The Passing of Miss Torso ("Rear Window")

From the L.A. Times:

Georgine Darcy, who played the across-the-courtyard dancer dubbed “Miss Torso” by wheelchair-bound voyeur James Stewart in Alfred Hitchcock’s classic 1954 thriller “Rear Window,” has died. She was 68. The former ballerina, who never viewed herself as an actress, was one of the last surviving members of a stellar cast that included Stewart, Grace Kelly, Thelma Ritter, Wendell Corey and Raymond Burr. Darcy was 17 when she was chosen for the film. Hitchcock hired her based on a publicity photo of her with a green feather boa and dressed in a black leotard that emphasized her voluptuous figure.
After the film was completed, Hitchcock suggested, “If you go to Europe and study Chekov, I could make a big star out of you.” But she didn’t follow that advice either. “Well, what a crazy suggestion! I assumed he was just teasing,” she told director Malcolm Venville earlier this year for a documentary to be introduced at the Edinburgh International Film Festival in Scotland.
While “Rear Window” was greeted as a Hitchcock masterpiece and Darcy’s role memorable, she was not impressed. Recalling the premiere for Venville, she said: “I was never an exhibitionist. I’d never seen myself so big as I was on that screen, and I was terrified.” Although detractors claimed Hitchcock manipulated women, Darcy told Venville: “He was incredibly gentle and quiet. People may think him ferocious, but to me he was a big old penguin.”
Born in Brooklyn, Darcy was urged by her mother to become a stripper (!). Instead she chose ballet, and acted sporadically. She married twice — once at 19 and for the last 30 years to actor Byron Palmer, who is her only survivor. Other than “Rear Window,” Darcy’s most memorable role was as the irreverent secretary Gypsy on the 1960-61 television series “Harrigan and Son,” featuring Pat O’Brien as her attorney boss. She also appeared in the films “Don’t Knock the Twist” in 1962, “Women and Bloody Terror” in 1969 and “The Delta Factor” in 1970, and in guest roles on television’s “M Squad,” “Westinghouse Desilu Playhouse” and “Mannix.”
Darcy conceded in 2000 that she could no longer button the pink shorts with the 21-inch waistband that she wore in “Rear Window.” She could, however, still get them on and had never deteriorated to Thelma Ritter’s sardonic prediction from the movie that Miss Torso would end up “old, fat and alcoholic.”

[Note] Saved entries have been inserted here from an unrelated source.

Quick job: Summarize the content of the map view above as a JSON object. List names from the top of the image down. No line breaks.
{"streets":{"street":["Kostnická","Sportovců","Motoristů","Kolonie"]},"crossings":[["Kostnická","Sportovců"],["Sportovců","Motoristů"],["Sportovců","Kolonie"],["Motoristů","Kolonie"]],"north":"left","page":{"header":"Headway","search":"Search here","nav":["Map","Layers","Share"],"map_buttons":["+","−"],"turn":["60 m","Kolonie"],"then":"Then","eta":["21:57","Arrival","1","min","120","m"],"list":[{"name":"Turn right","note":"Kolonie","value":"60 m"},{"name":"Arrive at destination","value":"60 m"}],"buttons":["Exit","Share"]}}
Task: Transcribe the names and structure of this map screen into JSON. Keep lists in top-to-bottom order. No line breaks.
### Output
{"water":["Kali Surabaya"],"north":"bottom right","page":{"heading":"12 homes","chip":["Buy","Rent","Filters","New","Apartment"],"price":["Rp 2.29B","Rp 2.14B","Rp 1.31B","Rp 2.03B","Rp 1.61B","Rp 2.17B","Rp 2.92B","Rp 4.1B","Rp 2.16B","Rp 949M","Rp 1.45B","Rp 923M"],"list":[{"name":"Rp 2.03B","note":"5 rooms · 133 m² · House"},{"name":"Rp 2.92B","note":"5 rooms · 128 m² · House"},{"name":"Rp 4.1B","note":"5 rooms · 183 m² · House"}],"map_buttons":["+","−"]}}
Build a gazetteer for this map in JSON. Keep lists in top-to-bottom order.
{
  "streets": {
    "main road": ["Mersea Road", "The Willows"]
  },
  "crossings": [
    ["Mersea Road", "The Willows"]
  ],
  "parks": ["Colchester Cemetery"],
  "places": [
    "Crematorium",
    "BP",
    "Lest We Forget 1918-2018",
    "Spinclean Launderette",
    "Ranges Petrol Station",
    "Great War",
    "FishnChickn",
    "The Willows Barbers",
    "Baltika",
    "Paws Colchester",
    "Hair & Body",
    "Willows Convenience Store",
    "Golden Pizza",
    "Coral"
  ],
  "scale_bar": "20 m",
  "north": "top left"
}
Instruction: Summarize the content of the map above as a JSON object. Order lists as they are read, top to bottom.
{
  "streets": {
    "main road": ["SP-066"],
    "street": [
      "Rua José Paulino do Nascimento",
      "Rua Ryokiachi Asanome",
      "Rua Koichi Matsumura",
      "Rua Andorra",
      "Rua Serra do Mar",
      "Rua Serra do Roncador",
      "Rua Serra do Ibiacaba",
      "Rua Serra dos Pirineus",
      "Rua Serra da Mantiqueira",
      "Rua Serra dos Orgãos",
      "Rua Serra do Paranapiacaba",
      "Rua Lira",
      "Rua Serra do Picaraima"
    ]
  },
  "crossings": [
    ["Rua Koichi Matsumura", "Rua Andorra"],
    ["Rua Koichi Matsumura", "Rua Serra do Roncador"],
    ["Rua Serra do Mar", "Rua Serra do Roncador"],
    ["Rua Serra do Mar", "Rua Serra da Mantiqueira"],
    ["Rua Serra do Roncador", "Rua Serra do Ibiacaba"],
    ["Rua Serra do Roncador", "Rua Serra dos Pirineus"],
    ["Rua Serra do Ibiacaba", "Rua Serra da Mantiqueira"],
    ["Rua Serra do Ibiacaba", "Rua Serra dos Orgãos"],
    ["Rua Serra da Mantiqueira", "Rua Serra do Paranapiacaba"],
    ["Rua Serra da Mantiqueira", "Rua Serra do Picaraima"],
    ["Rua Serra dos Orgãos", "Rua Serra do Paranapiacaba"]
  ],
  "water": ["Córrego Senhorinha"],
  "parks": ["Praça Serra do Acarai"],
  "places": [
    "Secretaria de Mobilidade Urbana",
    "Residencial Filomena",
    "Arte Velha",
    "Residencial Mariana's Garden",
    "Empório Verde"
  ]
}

Some stills from Rear Window (including two of “Miss Torso”) can be found here.

Rear Window was on TCM last night and Susan and I watched it again. We both decided that we couldn’t have lived in any of the buildings - there was just way too much noise from all the neighbors.

Awww . . . Rest in peace Georgine. Miss Torso was my favorite neighbor, especially with the glimpse of her Real Boyfriend returning home after all those guys she was stringing along.

DD

I still can’t get over "Darcy was urged by her mother to become a stripper . . . "

Zip! Walter Lippman wasn’t brilliant today
Zip! Will Sorayan ever write a great play?
Zip! I was reading Schopenhauer last night
Zip! and I think that Schopenhauer was right.